Todos podem ser heróis
por Bruno CarmeloÉ fascinante como uma mesma história pode dar origem a dois filmes completamente diferentes. Por um acaso do circuito nacional, estreiam quase simultaneamente Marguerite e Florence: Quem é Essa Mulher?, duas biografias sobre Florence Foster Jenkins, uma mulher rica e apaixonada pela música. Mesmo sem o mínimo talento para o canto, é encorajada pelas pessoas ao redor a investir na carreira musical. O filme francês via na personagem a possibilidade de discutir a hipocrisia nas relações sociais e os limites do julgamento artístico. Já a produção americana enxerga acima de tudo o potencial cômico desta diva desafinada. O primeiro filme desconstrói a noção de talento, enquanto o segundo constrói uma heroína.
O diretor Stephen Frears abandona o lado obscuro de suas outras biografias femininas como Philomena e A Rainha para construir uma comédia solar, acessível a toda a família. Para isso, investe numa interpretação simplificada das relações de classe: neste mundo, as pessoas são boas ou malvadas, perversas ou ingênuas. Quando alguém debocha do canto de Florence (Meryl Streep), é preciso que a pessoa literalmente role de rir pelo chão do teatro, mas quando a apoiam, levantam-se em pleno concerto para dar uma lição de moral aos outros. Quando a cantora tem dúvidas sobre seu talento, ela verbaliza suas questões (“As pessoas estavam rindo de mim?”), e quando precisamos conhecer informações sobre seu passado, ela mesma explica sua trajetória ao pianista (Simon Helberg).

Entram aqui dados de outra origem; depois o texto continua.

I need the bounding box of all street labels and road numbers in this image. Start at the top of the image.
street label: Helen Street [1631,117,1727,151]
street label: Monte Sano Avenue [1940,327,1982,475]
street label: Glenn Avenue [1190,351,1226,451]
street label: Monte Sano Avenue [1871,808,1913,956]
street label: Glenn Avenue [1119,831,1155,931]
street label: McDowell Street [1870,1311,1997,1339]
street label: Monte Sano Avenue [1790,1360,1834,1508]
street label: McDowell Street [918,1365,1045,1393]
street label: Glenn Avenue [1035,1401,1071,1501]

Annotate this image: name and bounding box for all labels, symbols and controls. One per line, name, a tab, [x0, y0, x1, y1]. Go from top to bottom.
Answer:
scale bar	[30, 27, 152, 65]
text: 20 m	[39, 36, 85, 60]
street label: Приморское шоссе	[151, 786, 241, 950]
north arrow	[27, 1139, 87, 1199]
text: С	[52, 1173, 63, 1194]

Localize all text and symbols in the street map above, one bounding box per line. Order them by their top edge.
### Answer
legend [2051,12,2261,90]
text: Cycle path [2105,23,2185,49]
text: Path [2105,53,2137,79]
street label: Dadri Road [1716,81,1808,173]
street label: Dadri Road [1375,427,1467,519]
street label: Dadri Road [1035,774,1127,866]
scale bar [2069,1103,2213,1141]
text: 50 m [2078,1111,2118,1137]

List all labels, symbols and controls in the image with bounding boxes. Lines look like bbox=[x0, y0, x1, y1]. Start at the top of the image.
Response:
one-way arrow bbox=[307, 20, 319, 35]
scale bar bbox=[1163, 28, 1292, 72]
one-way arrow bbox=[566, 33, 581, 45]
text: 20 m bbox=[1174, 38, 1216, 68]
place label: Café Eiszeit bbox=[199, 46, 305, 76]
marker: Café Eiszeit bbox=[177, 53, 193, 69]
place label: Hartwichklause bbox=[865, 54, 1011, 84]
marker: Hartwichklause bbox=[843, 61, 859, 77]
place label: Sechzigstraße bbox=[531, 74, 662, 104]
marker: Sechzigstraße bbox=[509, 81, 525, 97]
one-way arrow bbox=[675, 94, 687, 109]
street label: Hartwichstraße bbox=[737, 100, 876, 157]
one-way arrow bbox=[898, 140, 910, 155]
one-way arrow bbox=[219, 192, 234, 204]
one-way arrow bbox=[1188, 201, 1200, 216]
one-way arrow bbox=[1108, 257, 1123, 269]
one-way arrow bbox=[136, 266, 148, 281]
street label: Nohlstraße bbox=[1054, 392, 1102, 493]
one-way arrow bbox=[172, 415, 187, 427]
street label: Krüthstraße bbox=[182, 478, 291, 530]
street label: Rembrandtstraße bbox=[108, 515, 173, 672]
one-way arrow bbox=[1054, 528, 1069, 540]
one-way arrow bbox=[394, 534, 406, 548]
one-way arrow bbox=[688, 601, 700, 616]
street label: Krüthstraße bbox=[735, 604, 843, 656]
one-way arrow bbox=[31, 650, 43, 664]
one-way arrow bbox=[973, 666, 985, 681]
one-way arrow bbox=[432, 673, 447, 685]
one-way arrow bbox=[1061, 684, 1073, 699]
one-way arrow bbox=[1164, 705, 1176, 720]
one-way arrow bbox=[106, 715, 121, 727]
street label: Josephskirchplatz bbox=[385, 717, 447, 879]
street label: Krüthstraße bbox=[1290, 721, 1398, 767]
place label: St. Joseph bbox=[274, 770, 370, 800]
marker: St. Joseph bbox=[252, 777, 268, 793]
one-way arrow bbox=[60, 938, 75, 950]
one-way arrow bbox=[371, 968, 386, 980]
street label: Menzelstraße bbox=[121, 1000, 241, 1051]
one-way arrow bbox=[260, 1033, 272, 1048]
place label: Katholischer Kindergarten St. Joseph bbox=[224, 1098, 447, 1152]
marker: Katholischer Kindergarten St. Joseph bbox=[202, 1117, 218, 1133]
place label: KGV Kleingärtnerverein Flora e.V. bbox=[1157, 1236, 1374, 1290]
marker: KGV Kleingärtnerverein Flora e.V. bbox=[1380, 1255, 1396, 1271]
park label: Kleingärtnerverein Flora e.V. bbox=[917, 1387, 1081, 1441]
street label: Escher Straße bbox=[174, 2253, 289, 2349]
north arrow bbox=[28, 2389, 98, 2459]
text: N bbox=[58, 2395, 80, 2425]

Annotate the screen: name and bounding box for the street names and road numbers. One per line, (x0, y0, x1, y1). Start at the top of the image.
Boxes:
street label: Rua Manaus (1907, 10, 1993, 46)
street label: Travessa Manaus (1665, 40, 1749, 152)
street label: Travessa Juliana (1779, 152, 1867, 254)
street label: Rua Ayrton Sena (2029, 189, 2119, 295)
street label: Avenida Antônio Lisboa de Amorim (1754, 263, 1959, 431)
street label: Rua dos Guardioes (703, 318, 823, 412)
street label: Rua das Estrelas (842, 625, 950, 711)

O discurso é facilitado pelo didatismo, transformando o resultado numa espécie de Sessão da Tarde de luxo, com grande produção e nomes de peso no elenco. Ao invés de debater a arte, o roteiro prefere investir em valores universais, incluindo uma doença grave e um triângulo amoroso para aumentar o potencial emotivo. Privilegia-se a esposa à artista, a vida privada à vida pública. O foco está na superação: apesar de ser uma péssima cantora, a protagonista pode conquistar a fama; apesar de ter problemas familiares, ela pode ser uma mulher bem resolvida. Frears ridiculariza a personagem nas cenas de canto, para demonstrar piedade nas cenas seguintes.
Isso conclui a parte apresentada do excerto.